Dass Facebook eine Datenkrake ist, dürfte trotzdem niemanden überraschen. Der Fall Cambridge Analytica führt zum ersten Mal im großen Stil öffentlich und allen deutlich vor Augen, was mit den Daten nicht nur theoretisch passieren könnte, sondern tatsächlich mit ihnen passiert. Im Falle Facebook und Cambridge Analytica werden nun sogar Rufe nach mehr staatlicher Aufsicht über Online-Plattformen lauter. Die US-Aufsichtsbehörde FTC habe Ermittlungen zu dem Fall eigeleitet, berichtete der Finanzdienst Bloomberg. Sollte sie eine Verletzung der Datenschutz-Regeln feststellen, kann sie hohe Strafen verhängen.

Datenschützer, Juristen und Verbraucherschützer warnen seit Jahren konstant vor der Sammelwut des Internetriesen – und dem Nutzen, den Unternehmen daraus ziehen. Deshalb wird auch immer wieder über strengere Regeln diskutiert und bessere Standards etwa bei Facebook eingefordert.

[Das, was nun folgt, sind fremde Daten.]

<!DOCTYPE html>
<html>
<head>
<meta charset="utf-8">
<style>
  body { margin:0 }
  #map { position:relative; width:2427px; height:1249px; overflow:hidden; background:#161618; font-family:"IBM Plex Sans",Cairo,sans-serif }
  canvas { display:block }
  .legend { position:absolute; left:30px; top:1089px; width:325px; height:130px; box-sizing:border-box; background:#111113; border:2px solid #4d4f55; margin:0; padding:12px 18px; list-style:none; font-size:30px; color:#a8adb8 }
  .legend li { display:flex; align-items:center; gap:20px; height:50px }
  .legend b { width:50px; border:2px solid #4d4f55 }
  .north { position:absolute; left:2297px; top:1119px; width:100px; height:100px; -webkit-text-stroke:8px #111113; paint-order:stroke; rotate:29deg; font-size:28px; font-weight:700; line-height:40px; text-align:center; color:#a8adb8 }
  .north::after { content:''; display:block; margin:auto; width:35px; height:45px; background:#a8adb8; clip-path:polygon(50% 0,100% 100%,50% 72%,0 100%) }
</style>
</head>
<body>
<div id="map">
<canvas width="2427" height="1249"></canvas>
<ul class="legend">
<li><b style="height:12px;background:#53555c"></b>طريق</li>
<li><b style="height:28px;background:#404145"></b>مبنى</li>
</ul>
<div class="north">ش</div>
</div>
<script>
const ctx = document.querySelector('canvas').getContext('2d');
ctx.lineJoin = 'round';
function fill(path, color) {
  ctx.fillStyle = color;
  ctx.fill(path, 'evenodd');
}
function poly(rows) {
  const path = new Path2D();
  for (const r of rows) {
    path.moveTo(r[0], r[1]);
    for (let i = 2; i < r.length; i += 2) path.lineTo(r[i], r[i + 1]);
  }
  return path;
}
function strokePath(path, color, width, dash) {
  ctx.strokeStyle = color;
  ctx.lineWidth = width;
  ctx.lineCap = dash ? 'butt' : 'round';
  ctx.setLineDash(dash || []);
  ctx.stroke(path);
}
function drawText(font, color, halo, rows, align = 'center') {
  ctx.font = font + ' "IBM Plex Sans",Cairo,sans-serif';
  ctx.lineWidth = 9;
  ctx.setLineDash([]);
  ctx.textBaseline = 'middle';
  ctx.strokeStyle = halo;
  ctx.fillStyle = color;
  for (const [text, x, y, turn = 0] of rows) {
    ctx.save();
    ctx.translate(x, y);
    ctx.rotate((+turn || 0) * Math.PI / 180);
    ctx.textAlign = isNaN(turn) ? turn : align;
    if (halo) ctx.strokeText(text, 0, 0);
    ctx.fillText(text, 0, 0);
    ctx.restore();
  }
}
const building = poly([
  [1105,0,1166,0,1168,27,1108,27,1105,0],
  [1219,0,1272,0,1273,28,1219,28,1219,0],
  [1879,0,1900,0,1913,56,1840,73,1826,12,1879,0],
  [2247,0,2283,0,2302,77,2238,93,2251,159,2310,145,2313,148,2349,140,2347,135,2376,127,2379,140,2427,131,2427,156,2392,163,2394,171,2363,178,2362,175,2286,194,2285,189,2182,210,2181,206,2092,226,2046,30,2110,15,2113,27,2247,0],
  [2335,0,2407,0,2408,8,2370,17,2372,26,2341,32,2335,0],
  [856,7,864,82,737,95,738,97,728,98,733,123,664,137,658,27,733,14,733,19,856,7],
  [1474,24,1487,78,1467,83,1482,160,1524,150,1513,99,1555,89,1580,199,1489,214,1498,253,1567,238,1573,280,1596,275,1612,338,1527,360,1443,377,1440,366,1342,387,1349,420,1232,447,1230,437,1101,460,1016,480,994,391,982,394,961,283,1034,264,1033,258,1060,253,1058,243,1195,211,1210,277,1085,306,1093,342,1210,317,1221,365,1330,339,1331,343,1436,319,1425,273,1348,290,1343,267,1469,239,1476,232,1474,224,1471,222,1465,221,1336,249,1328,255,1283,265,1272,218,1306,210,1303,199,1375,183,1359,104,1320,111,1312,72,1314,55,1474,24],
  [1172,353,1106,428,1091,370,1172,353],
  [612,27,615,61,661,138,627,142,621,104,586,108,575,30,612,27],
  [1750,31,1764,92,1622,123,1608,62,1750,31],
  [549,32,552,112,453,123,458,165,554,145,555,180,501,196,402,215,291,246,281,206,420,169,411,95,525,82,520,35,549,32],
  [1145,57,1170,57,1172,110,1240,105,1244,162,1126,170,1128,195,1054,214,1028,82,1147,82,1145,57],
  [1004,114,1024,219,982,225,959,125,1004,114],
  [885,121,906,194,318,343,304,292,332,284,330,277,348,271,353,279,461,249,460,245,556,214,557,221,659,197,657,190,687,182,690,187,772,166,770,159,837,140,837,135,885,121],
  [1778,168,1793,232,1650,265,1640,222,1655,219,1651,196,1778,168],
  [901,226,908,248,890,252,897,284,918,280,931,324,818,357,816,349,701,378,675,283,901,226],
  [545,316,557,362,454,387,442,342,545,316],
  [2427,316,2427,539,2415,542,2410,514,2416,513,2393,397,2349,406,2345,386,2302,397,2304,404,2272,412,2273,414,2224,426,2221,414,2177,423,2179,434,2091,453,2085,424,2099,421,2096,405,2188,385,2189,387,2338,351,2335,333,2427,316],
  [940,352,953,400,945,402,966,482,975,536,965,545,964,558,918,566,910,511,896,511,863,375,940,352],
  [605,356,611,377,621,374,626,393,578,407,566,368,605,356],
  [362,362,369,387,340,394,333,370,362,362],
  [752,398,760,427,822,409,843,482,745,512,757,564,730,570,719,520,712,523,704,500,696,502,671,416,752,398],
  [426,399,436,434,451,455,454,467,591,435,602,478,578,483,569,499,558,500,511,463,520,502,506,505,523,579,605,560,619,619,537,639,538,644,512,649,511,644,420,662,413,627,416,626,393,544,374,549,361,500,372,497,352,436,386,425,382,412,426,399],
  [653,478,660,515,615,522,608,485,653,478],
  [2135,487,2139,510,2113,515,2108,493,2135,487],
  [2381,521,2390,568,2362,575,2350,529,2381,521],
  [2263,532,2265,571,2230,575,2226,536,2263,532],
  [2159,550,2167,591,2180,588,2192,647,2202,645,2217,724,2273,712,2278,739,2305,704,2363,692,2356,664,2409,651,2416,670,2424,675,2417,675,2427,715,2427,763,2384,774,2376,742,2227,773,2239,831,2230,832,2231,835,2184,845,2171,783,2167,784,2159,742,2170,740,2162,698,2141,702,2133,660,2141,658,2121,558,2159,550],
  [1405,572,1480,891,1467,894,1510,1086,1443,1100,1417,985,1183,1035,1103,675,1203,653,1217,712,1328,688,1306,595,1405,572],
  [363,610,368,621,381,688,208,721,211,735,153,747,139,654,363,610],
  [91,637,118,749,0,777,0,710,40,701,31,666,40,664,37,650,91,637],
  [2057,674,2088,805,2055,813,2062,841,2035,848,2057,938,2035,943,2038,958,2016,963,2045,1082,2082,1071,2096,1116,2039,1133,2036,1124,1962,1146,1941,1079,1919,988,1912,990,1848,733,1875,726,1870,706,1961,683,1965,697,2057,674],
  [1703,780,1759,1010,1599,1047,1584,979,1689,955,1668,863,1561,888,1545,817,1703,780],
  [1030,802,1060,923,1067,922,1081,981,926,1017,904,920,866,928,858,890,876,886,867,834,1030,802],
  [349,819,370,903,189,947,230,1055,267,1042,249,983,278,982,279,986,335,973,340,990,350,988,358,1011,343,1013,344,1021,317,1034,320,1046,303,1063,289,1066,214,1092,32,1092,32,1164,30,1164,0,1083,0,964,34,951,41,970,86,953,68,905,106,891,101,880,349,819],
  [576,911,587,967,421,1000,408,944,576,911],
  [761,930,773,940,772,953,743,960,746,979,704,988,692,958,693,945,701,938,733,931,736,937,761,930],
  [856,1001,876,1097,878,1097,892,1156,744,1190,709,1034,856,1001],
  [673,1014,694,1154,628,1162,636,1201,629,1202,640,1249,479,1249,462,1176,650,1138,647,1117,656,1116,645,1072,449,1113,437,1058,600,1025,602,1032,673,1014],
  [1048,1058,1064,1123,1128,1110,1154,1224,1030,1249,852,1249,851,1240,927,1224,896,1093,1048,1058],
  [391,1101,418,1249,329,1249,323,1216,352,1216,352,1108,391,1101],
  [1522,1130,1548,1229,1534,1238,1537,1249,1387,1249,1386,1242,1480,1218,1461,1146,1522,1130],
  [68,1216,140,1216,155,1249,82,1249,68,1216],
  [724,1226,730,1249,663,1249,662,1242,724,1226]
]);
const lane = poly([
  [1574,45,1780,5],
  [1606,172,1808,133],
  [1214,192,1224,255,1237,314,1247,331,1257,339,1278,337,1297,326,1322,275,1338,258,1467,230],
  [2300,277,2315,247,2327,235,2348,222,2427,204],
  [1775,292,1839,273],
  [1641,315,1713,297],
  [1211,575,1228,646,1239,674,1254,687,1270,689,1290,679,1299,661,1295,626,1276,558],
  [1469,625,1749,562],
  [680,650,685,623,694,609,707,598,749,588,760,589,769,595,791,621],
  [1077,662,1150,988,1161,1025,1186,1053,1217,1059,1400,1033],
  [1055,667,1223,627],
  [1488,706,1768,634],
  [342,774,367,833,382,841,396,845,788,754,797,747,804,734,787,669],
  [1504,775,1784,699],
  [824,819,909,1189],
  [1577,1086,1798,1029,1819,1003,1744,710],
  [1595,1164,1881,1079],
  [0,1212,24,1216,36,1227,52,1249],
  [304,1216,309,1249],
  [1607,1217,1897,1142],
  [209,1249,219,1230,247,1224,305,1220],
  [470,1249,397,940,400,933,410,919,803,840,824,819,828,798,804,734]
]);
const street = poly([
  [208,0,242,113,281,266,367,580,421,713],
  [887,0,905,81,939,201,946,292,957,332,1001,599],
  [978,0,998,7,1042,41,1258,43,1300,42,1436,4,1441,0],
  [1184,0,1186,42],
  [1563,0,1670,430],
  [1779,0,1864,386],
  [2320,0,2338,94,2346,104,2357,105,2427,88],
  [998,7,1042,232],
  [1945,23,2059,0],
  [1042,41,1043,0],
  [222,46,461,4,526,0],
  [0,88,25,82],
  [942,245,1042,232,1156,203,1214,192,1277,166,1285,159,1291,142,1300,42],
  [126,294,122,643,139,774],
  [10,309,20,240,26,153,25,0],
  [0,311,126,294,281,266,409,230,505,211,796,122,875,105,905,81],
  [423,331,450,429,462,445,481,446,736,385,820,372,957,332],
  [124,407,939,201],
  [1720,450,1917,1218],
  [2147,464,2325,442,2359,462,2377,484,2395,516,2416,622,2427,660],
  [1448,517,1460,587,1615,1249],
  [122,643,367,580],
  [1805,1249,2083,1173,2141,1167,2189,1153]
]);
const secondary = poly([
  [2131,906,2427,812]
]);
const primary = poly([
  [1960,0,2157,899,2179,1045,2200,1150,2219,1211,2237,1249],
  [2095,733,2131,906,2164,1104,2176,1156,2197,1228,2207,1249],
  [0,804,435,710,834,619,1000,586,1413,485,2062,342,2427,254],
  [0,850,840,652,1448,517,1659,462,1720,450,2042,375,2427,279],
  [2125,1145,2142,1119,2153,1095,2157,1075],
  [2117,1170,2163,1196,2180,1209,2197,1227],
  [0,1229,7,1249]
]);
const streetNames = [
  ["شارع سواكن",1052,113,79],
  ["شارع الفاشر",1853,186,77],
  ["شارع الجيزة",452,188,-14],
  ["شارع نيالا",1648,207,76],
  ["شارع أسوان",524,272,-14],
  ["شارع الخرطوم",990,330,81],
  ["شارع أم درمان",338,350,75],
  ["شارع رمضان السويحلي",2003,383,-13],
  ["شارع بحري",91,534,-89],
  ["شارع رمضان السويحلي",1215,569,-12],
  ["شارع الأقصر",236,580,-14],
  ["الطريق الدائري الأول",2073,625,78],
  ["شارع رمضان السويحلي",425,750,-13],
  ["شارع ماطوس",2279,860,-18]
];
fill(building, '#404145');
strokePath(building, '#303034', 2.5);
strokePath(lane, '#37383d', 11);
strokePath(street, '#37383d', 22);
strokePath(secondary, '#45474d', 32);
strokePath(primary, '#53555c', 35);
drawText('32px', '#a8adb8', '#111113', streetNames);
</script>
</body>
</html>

Bekanntes Beispiel in der EU ist der österreichische Jurist Max Schrems. Er führt seit 2011 einen Feldzug gegen Facebook und versucht unter anderem strengere Datenschutzregeln gerichtlich durchzusetzen. Mit einer Sammelklage gegen Facebook in Irland scheiterte er zuletzt. Aufgeben will Schrems aber nicht. Im November 2017 gründete er die Datenschutz-NGO „Noyb“, die Datenschutzverletzungen von Unternehmen anprangern und verhindern möchte. Er ist aber längst nicht der Einzige, der aktiv gegen Facebooks Datenschutz-Verfehlungen kämpft.